◆ Your assignment
In your copy, include no images, and write out every entry below exactly as it stands.

◆ Extracted data
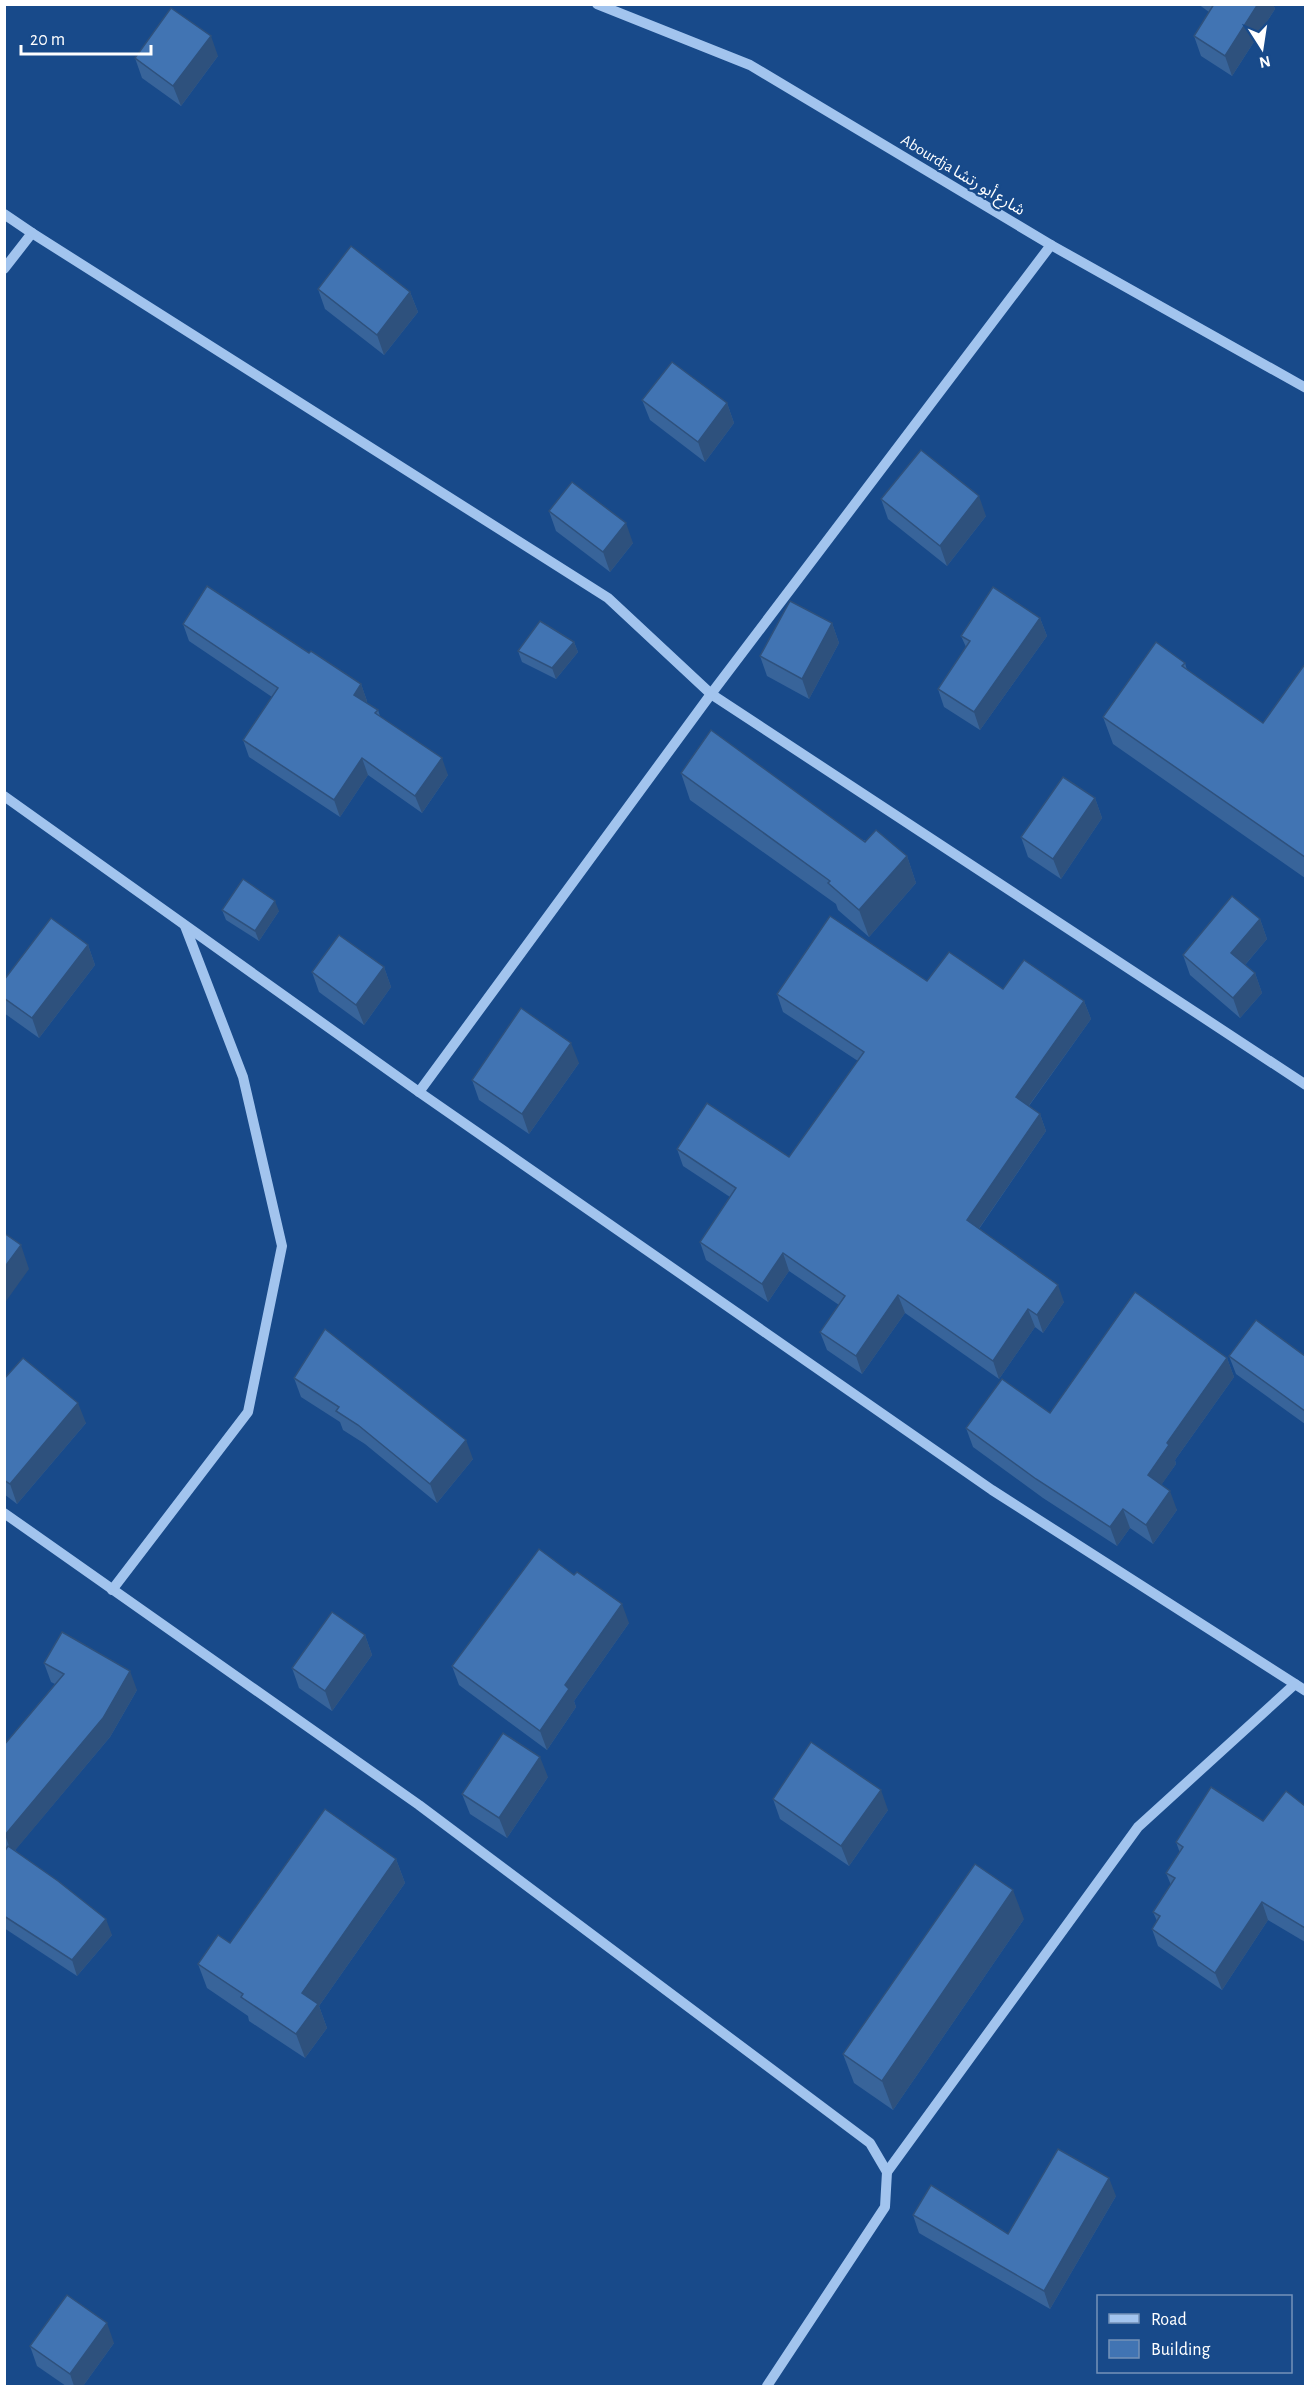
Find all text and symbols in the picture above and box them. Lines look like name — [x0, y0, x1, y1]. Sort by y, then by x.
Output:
scale bar — [21, 18, 152, 56]
north arrow — [1232, 18, 1292, 78]
text: 20 m — [30, 31, 65, 49]
text: N — [1258, 53, 1272, 71]
street label: Abourdja شارع أبو رتشا — [896, 130, 1029, 222]
legend — [1097, 2295, 1292, 2373]
text: Road — [1151, 2311, 1187, 2329]
text: Building — [1151, 2341, 1211, 2359]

◆ Task solution
Find all text and symbols in the picture above and box them. Lines look like name — [x0, y0, x1, y1]. Sort by y, then by x.
Output:
scale bar — [21, 18, 152, 56]
north arrow — [1232, 18, 1292, 78]
text: 20 m — [30, 31, 65, 49]
text: N — [1258, 53, 1272, 71]
street label: Abourdja شارع أبو رتشا — [896, 130, 1029, 222]
legend — [1097, 2295, 1292, 2373]
text: Road — [1151, 2311, 1187, 2329]
text: Building — [1151, 2341, 1211, 2359]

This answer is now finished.